_What the task asks_.
All that is needed is the first stretch of the listing below, repeated exactly and ending with the line that contains "2px #6e5737) drop-shadow(0". Pictures are to be left out.
--- Supplied records Enclosed Below ---
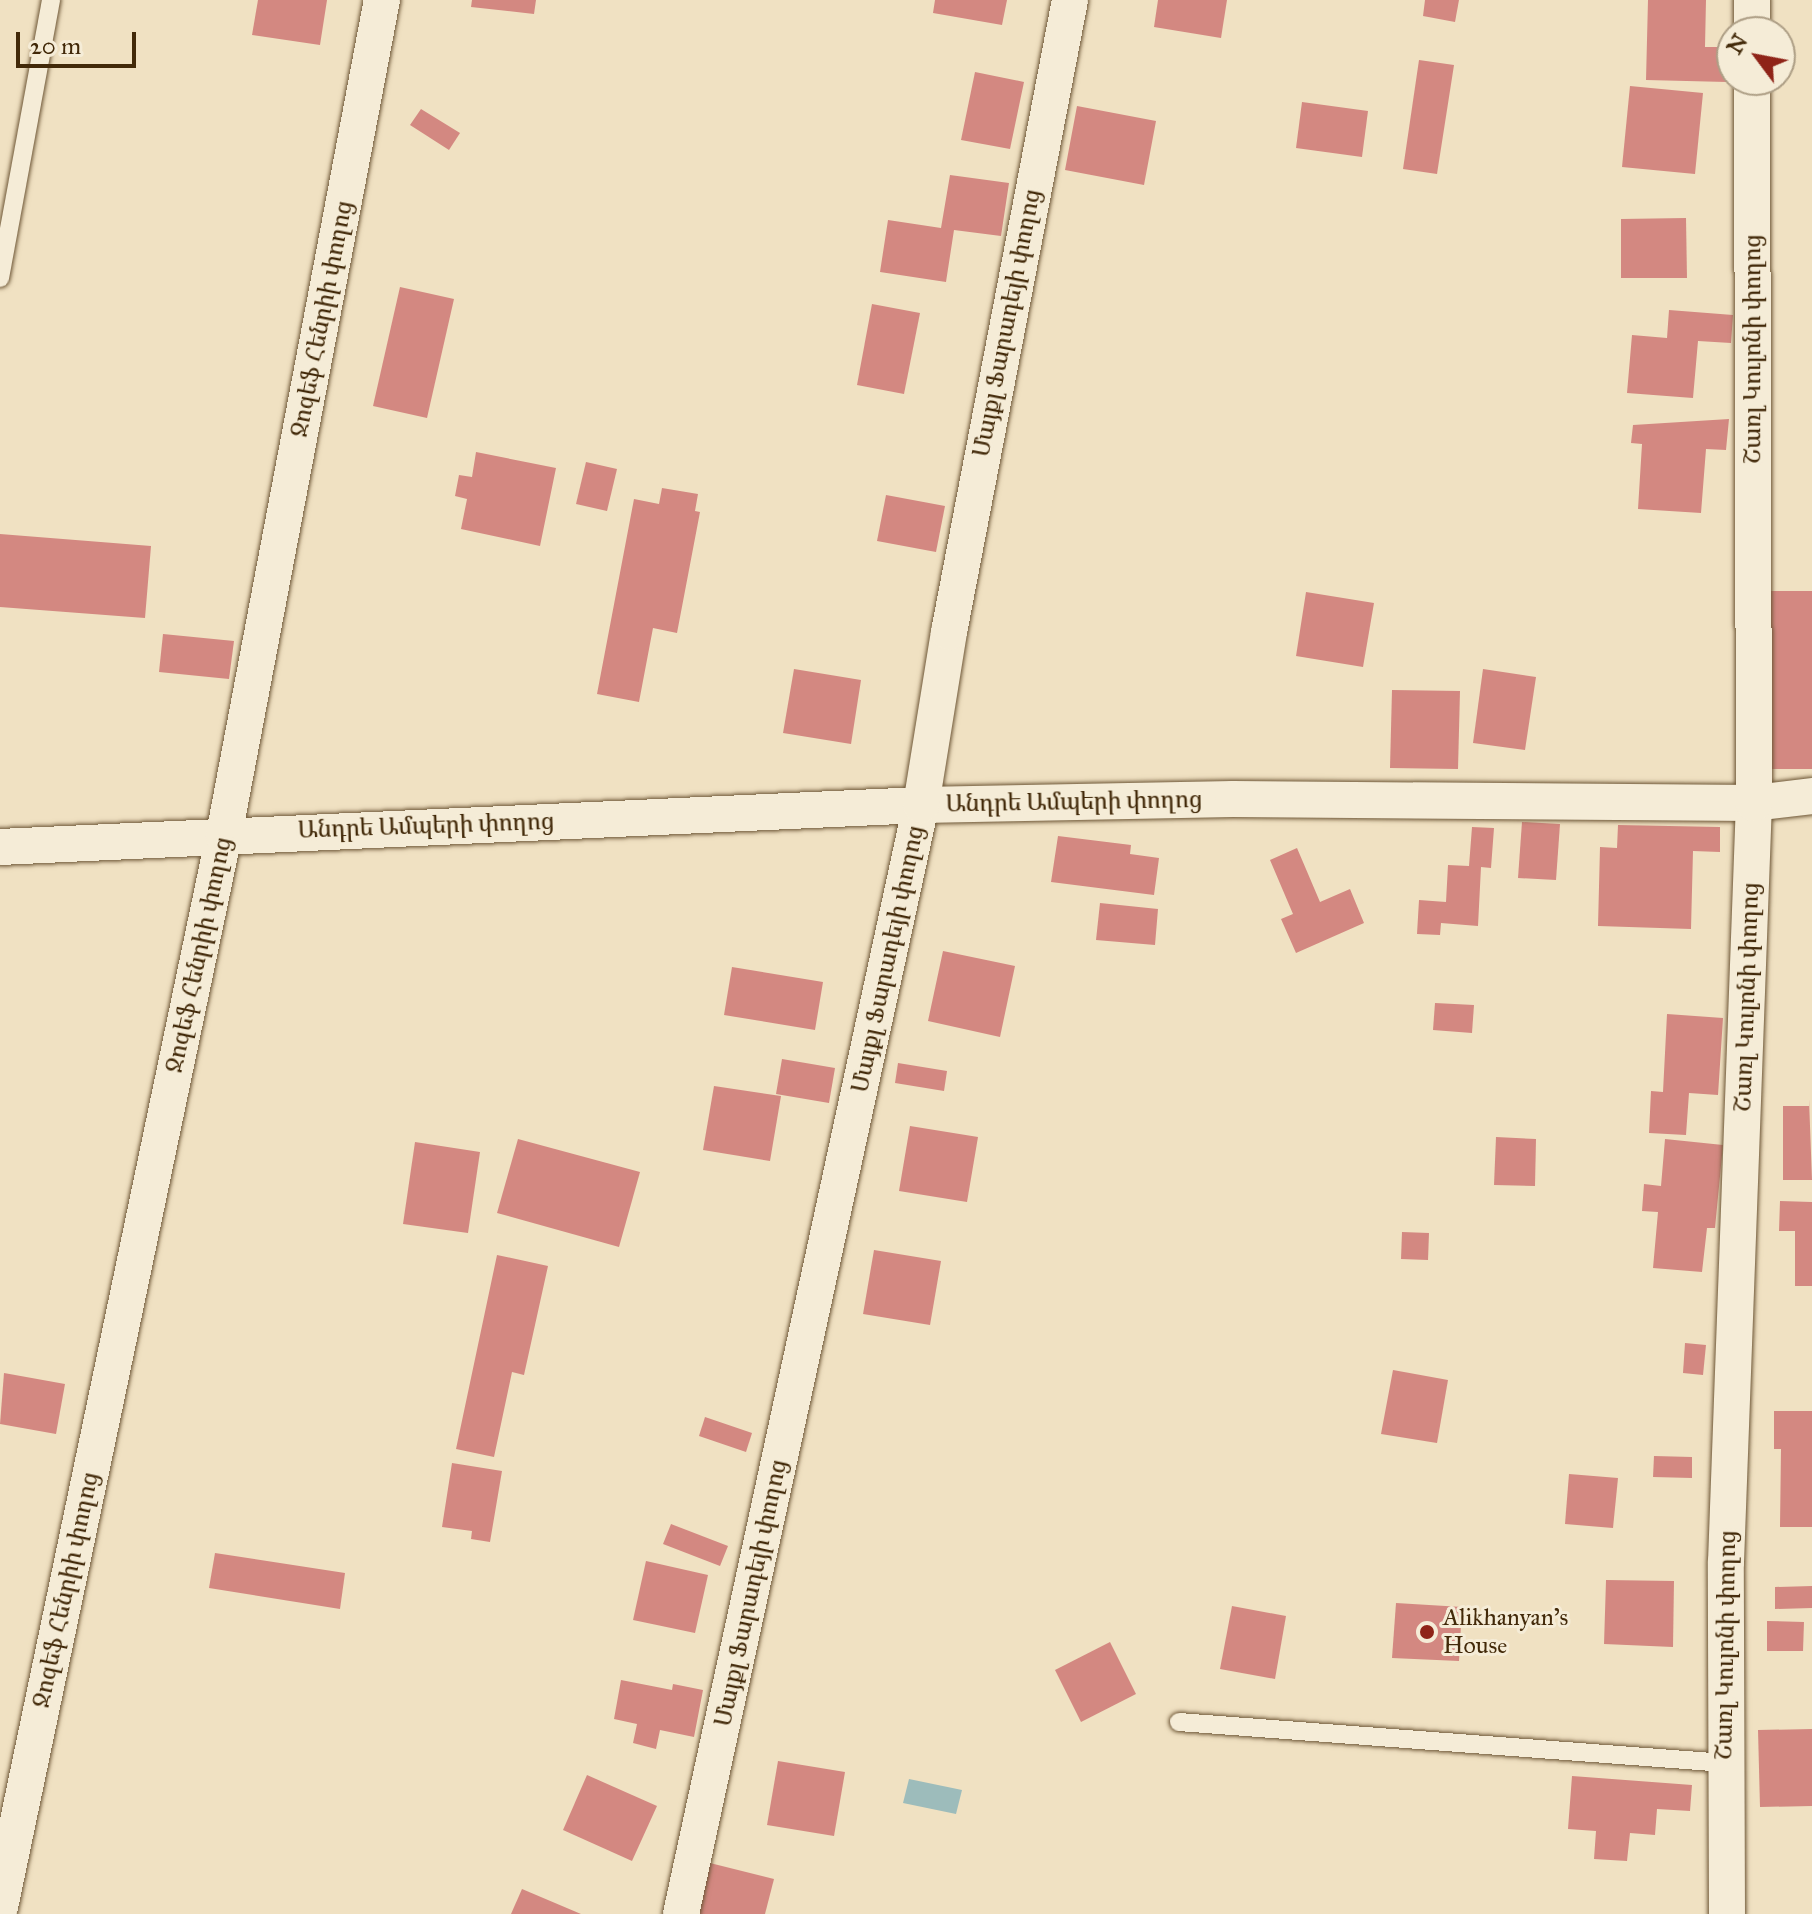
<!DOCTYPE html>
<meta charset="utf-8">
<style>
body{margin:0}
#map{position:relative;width:1812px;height:1914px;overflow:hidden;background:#f0e1c2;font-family:"IM FELL Great Primer","Noto Serif Armenian",serif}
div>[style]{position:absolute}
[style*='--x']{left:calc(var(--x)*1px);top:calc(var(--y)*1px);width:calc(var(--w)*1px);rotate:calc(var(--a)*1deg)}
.water>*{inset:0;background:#9dbcbb}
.building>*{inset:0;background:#d38881}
.roads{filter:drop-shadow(0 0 2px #6e5737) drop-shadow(0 0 2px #6e5737)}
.lane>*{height:18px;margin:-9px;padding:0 9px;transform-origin:9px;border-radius:9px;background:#f5ecd7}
.street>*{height:36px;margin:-18px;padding:0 18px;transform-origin:18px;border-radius:18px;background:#f5ecd7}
.dots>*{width:22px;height:22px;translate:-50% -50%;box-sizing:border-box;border:4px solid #f5ecd7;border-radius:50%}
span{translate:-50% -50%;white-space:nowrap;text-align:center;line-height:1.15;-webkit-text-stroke:6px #f5ecd7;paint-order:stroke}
.street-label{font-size:24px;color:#422909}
.poi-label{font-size:24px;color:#422909}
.left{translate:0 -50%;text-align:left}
.north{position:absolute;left:1716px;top:16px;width:80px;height:80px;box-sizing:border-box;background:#f5ecd7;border:2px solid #ad9e85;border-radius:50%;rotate:302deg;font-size:22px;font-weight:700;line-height:32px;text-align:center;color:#422909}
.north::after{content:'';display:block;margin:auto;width:28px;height:36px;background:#8f2418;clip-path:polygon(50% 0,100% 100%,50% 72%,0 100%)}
.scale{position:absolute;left:16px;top:32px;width:120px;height:36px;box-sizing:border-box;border:4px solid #422909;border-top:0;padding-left:10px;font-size:24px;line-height:28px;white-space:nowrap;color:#422909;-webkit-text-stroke:6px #f5ecd7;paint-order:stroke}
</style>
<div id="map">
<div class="water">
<i style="clip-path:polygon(909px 1779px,962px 1790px,956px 1814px,903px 1803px)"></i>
</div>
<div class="building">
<i style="clip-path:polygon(258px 0,327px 0,320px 45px,252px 35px)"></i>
<i style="clip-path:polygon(472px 0,536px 0,534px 14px,471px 7px)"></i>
<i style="clip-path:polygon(935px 0,1007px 0,1002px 25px,933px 13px)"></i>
<i style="clip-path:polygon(1158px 0,1227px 0,1221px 38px,1154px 27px)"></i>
<i style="clip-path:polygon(1425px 0,1459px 0,1455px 22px,1423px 16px)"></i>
<i style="clip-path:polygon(1648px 0,1706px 0,1705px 47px,1727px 47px,1727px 82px,1646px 80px)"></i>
<i style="clip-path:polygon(1419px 60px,1454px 65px,1437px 174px,1403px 169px)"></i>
<i style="clip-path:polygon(975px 72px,1024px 82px,1010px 149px,961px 140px)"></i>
<i style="clip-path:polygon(1630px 86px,1703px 93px,1695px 174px,1622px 167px)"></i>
<i style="clip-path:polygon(1302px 102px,1368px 111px,1362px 157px,1296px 148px)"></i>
<i style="clip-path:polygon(1077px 106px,1156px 121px,1144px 185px,1065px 170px)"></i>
<i style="clip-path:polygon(421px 109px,460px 133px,449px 150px,410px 125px)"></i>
<i style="clip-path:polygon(950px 175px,1009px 183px,1001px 236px,954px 230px,946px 282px,880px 272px,888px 220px,941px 228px)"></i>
<i style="clip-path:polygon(1686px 218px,1687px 278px,1621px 278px,1621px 219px)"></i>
<i style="clip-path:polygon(400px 287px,454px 299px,427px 418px,373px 406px)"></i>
<i style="clip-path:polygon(872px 304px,920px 313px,904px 394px,857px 385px)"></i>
<i style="clip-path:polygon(1669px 310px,1733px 315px,1731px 343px,1698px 341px,1693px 398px,1627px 393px,1632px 335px,1667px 338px)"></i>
<i style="clip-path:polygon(1729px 419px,1726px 450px,1706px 449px,1701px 513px,1638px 509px,1642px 444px,1631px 443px,1633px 425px)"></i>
<i style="clip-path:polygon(476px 452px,556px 468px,540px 546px,461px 529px,467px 499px,455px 496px,459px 475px,472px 477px)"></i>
<i style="clip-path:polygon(586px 462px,617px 469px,607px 511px,576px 504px)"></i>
<i style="clip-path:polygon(662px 488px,698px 494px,695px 511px,700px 512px,677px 633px,653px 628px,639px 702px,597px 694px,634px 499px,659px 504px)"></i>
<i style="clip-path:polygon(886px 495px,945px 506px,936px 552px,877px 541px)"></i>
<i style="clip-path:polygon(0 534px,151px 546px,145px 618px,0 607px)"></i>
<i style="clip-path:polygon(1771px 591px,1812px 591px,1812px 769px,1770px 769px)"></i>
<i style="clip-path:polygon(1306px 592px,1374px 603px,1363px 667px,1296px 656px)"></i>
<i style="clip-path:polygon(163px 634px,234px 641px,229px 679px,159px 672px)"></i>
<i style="clip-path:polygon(794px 669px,861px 680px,851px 744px,783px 733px)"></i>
<i style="clip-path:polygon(1483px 669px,1536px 677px,1525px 750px,1473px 743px)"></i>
<i style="clip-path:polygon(1392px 690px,1460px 691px,1458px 769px,1390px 768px)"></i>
<i style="clip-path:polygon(1522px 822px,1560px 824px,1556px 880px,1518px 878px)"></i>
<i style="clip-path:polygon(1618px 825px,1720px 827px,1720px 852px,1693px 851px,1691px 929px,1598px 926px,1600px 847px,1617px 848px)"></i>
<i style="clip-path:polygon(1472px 827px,1494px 828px,1491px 868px,1481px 867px,1478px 926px,1441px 923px,1440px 935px,1417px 934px,1419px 900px,1446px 902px,1448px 865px,1469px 866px)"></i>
<i style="clip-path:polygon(1058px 836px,1131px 845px,1130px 854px,1159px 858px,1154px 895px,1051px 882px)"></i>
<i style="clip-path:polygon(1297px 848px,1320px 902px,1350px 889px,1364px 923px,1296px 953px,1281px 919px,1293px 914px,1270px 860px)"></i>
<i style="clip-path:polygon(1100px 903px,1158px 909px,1155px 945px,1096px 940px)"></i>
<i style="clip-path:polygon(943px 951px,1015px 966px,1000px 1037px,928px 1021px)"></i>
<i style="clip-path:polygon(732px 967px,823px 982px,815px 1030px,724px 1015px)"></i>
<i style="clip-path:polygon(1435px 1003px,1474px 1005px,1472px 1033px,1433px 1030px)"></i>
<i style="clip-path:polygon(1667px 1014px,1723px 1018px,1718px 1095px,1689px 1093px,1686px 1135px,1649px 1133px,1651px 1091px,1663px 1092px)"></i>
<i style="clip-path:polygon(782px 1059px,835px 1068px,829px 1103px,776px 1094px)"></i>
<i style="clip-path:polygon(898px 1063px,947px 1071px,944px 1091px,895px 1083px)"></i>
<i style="clip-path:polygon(714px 1086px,781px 1096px,770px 1161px,703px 1150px)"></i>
<i style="clip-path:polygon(1809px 1099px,1812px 1180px,1783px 1180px,1783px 1106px,1809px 1106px)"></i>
<i style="clip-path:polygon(910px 1126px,978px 1137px,967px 1202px,899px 1191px)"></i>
<i style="clip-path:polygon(1496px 1137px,1536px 1139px,1535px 1186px,1494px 1185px)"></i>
<i style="clip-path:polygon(518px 1139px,640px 1172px,619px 1247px,497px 1213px)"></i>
<i style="clip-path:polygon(1665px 1139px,1723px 1145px,1715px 1228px,1707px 1228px,1702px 1272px,1653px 1268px,1658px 1212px,1642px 1211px,1644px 1184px,1661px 1186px)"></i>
<i style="clip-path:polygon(415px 1142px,480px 1152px,468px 1233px,403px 1224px)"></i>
<i style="clip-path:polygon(1780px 1201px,1812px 1202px,1812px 1286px,1795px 1286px,1795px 1231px,1779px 1231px)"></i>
<i style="clip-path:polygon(1402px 1232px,1429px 1233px,1428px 1260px,1401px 1259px)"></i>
<i style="clip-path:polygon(874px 1250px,941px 1261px,930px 1325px,863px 1314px)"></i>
<i style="clip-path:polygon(497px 1255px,548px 1266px,524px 1375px,512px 1372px,494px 1457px,456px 1449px)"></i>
<i style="clip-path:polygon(1685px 1343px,1706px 1345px,1703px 1375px,1683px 1373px)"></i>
<i style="clip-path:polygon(1393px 1370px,1448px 1380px,1437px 1443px,1381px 1434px)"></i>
<i style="clip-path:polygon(4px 1373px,65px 1384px,56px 1434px,0 1424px)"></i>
<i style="clip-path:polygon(1774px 1411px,1812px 1411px,1812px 1527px,1780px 1527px,1781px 1449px,1774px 1449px)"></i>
<i style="clip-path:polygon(705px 1417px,752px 1433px,746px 1452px,699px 1436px)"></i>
<i style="clip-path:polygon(1654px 1456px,1692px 1457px,1692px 1478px,1653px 1477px)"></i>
<i style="clip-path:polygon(452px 1463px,502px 1471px,490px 1542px,471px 1539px,472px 1531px,442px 1527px)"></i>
<i style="clip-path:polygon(1569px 1474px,1618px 1478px,1613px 1528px,1565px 1524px)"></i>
<i style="clip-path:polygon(671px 1524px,728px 1546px,720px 1566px,663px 1544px)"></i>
<i style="clip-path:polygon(215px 1553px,345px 1573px,340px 1609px,209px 1588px)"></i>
<i style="clip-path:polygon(646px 1561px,708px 1575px,695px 1633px,633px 1620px)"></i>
<i style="clip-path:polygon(1606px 1580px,1674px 1581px,1673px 1647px,1604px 1644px)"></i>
<i style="clip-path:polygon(1812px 1586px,1812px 1608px,1775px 1609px,1775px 1587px)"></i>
<i style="clip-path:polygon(1396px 1603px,1462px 1607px,1459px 1661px,1392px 1658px)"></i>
<i style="clip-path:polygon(1232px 1606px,1286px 1616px,1275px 1679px,1220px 1669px)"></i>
<i style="clip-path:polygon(1767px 1621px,1804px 1622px,1803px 1651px,1767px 1651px)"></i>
<i style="clip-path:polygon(1110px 1642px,1136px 1694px,1081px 1722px,1055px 1670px)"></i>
<i style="clip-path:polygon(621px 1680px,672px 1690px,673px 1684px,703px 1690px,694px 1737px,660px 1730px,656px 1749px,633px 1743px,637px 1724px,614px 1719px)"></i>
<i style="clip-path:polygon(1812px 1729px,1812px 1806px,1760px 1807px,1758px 1730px)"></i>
<i style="clip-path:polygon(778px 1761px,845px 1772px,834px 1836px,767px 1825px)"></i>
<i style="clip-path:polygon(587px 1775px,657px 1806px,632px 1861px,563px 1830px)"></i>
<i style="clip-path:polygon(1572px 1776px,1692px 1785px,1690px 1811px,1657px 1809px,1655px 1835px,1630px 1833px,1627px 1861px,1594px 1859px,1596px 1831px,1568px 1829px)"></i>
<i style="clip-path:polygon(710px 1863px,774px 1879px,765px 1914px,697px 1914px)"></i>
<i style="clip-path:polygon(522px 1889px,581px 1914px,511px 1914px)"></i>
</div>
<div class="roads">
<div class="lane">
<i style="--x:0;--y:278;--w:283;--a:-79.6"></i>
<i style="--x:1179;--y:1722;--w:548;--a:4.29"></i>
</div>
<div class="street">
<i style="--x:1752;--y:0;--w:32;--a:90"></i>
<i style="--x:0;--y:847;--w:922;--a:-2.61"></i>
<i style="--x:921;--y:805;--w:312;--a:-1.1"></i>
<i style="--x:1233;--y:799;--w:521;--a:0.44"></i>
<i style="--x:1754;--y:803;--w:58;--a:-6.9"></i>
<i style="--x:0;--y:1907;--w:1095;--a:-78.2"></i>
<i style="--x:224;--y:835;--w:850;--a:-79.29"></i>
<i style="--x:681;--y:1914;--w:1135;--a:-77.79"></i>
<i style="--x:921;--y:805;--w:175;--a:-80.8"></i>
<i style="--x:949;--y:632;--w:643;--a:-79.16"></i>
<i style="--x:1727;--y:1914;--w:352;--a:-90.2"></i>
<i style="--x:1726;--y:1562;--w:760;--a:-87.89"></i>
<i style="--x:1754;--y:803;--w:723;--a:-90.16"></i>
</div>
</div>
<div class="dots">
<i style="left:1427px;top:1632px;background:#8f2418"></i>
</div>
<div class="street-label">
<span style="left:322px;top:319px;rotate:-79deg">Ջոզեֆ Հենրիի փողոց</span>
<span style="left:1007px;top:323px;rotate:-79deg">Մայքլ Ֆարադեյի փողոց</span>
<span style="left:1753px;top:349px;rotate:-90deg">Շառլ Կուլոնի փողոց</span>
<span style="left:1074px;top:802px;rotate:-1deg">Անդրե Ամպերի փողոց</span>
<span style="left:426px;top:826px;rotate:-2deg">Անդրե Ամպերի փողոց</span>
<span style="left:199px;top:955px;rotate:-78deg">Ջոզեֆ Հենրիի փողոց</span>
<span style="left:888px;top:959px;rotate:-78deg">Մայքլ Ֆարադեյի փողոց</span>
<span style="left:1747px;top:997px;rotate:-88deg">Շառլ Կուլոնի փողոց</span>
<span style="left:66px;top:1590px;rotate:-78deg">Ջոզեֆ Հենրիի փողոց</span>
<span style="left:751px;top:1593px;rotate:-78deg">Մայքլ Ֆարադեյի փողոց</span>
<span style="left:1726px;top:1645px;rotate:-89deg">Շառլ Կուլոնի փողոց</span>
</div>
<div class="poi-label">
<span class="left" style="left:1443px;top:1632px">Alikhanyan's<br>House</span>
</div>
<div class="north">N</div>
<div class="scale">20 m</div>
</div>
--- End of Enclosed Supplied records ---
_Expected output_.
<!DOCTYPE html>
<meta charset="utf-8">
<style>
body{margin:0}
#map{position:relative;width:1812px;height:1914px;overflow:hidden;background:#f0e1c2;font-family:"IM FELL Great Primer","Noto Serif Armenian",serif}
div>[style]{position:absolute}
[style*='--x']{left:calc(var(--x)*1px);top:calc(var(--y)*1px);width:calc(var(--w)*1px);rotate:calc(var(--a)*1deg)}
.water>*{inset:0;background:#9dbcbb}
.building>*{inset:0;background:#d38881}
.roads{filter:drop-shadow(0 0 2px #6e5737) drop-shadow(0 0 2px #6e5737)}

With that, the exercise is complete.